Goal of the exercise.
Nothing below is to be printed except the lines between the line holding "Localize all labels, symbols" and the line holding "Please mark all", inclusive, each exactly as it appears.

Record extracts.
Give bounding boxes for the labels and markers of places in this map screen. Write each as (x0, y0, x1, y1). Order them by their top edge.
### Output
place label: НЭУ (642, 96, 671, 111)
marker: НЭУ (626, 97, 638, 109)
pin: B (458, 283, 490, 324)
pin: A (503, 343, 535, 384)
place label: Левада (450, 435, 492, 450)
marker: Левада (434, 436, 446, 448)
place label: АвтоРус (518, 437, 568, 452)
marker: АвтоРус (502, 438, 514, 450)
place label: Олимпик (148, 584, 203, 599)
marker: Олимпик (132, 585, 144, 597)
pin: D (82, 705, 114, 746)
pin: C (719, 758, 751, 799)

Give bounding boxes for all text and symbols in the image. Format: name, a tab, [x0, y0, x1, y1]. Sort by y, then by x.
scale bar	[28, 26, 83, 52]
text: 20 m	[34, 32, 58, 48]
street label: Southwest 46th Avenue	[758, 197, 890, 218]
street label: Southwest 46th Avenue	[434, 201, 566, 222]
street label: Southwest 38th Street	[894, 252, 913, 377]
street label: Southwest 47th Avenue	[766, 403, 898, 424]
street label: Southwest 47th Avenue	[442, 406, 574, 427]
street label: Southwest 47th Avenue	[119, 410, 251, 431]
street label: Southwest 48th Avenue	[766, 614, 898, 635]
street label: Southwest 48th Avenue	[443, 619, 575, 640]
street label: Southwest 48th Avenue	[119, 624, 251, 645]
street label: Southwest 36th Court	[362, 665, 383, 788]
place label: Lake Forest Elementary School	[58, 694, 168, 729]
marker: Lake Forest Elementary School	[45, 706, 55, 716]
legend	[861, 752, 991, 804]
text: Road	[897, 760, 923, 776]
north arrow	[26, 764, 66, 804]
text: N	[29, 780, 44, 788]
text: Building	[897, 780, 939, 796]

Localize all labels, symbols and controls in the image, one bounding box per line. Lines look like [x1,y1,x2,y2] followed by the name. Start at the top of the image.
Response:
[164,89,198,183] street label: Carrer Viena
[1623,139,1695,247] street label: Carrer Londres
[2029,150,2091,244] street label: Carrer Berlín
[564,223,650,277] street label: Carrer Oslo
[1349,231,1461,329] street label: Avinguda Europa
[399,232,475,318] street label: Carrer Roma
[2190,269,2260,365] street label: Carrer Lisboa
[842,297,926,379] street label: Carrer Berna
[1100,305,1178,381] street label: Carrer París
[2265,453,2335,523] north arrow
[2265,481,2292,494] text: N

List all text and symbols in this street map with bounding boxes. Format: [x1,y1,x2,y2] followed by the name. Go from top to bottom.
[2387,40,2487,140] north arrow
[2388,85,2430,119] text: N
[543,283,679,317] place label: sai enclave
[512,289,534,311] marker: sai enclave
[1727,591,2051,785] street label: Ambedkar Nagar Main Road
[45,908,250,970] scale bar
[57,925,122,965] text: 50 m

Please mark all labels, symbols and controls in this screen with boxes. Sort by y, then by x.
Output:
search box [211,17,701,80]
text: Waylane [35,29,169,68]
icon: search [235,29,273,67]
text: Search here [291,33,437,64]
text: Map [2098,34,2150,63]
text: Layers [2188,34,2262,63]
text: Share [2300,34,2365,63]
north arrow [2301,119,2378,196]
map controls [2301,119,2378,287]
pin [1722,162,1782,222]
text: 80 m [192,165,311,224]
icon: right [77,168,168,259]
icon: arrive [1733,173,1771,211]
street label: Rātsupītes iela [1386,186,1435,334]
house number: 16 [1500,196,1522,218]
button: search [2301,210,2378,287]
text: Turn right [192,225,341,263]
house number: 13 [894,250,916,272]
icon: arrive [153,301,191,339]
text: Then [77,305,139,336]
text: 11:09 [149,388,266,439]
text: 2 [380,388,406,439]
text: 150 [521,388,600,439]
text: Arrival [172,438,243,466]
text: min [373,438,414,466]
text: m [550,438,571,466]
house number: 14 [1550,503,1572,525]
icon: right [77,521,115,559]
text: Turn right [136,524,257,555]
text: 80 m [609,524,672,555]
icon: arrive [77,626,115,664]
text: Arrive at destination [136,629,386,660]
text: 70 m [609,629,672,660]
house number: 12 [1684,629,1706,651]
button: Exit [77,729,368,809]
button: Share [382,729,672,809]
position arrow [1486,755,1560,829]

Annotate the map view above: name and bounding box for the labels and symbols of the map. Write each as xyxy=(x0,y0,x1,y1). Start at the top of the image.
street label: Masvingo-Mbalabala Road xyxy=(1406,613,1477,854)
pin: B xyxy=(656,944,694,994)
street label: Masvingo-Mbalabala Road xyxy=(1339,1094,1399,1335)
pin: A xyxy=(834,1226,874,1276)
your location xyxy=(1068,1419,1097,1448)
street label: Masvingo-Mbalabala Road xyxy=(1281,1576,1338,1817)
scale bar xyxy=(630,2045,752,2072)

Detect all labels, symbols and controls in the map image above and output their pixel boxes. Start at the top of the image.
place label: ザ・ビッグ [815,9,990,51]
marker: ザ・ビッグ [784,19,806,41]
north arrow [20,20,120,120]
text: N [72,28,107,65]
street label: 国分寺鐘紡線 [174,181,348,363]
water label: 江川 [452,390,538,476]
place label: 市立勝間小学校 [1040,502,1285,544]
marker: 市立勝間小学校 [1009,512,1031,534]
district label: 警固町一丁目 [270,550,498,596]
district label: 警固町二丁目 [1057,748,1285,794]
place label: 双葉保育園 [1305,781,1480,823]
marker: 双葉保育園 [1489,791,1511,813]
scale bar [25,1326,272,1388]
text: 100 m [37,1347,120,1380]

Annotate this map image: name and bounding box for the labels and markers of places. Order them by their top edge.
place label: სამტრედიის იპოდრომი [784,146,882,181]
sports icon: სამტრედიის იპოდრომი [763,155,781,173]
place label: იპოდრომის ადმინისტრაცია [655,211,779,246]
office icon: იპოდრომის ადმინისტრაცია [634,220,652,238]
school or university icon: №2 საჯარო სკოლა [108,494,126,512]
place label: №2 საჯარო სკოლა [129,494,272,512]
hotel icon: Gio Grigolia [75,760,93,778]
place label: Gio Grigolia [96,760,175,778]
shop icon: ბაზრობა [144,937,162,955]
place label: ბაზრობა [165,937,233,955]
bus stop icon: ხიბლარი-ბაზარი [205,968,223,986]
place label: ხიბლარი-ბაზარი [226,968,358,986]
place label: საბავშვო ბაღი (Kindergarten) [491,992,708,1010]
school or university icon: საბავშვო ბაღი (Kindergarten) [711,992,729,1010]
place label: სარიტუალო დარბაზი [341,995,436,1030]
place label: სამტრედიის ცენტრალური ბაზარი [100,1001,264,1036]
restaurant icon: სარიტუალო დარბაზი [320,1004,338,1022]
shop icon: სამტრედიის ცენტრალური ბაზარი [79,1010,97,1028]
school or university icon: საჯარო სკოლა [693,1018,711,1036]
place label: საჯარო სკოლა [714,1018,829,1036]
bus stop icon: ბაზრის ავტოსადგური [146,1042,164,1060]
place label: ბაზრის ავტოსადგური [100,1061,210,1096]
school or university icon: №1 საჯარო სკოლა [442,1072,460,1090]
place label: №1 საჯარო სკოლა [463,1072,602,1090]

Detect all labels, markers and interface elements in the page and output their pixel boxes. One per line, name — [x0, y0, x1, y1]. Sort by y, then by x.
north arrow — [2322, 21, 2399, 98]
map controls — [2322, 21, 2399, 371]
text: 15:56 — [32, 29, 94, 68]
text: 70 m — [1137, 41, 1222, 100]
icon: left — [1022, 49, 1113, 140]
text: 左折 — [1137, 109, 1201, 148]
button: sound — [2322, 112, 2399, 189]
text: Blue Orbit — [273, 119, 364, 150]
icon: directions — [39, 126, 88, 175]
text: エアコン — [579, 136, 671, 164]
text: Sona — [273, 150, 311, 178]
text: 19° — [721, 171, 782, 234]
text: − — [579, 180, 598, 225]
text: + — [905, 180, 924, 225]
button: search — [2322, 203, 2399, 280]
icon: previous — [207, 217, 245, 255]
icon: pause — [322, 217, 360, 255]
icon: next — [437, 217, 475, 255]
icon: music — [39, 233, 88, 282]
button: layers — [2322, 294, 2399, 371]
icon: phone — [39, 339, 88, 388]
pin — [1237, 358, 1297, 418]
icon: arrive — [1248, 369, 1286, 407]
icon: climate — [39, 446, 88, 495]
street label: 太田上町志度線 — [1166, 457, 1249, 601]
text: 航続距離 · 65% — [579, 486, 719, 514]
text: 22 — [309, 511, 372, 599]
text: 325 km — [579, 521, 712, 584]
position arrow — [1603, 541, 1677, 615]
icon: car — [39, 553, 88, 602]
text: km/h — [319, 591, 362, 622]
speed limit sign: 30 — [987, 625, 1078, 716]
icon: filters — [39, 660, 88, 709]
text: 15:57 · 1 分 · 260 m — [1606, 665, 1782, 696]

Answer section.
Localize all labels, symbols and controls in the image, one bounding box per line. Lines look like [x1,y1,x2,y2] followed by the name. Start at the top of the image.
Response:
[164,89,198,183] street label: Carrer Viena
[1623,139,1695,247] street label: Carrer Londres
[2029,150,2091,244] street label: Carrer Berlín
[564,223,650,277] street label: Carrer Oslo
[1349,231,1461,329] street label: Avinguda Europa
[399,232,475,318] street label: Carrer Roma
[2190,269,2260,365] street label: Carrer Lisboa
[842,297,926,379] street label: Carrer Berna
[1100,305,1178,381] street label: Carrer París
[2265,453,2335,523] north arrow
[2265,481,2292,494] text: N

List all text and symbols in this street map with bounding boxes. Format: [x1,y1,x2,y2] followed by the name. Go from top to bottom.
[2387,40,2487,140] north arrow
[2388,85,2430,119] text: N
[543,283,679,317] place label: sai enclave
[512,289,534,311] marker: sai enclave
[1727,591,2051,785] street label: Ambedkar Nagar Main Road
[45,908,250,970] scale bar
[57,925,122,965] text: 50 m

Please mark all labels, symbols and controls in this screen with boxes. Sort by y, then by x.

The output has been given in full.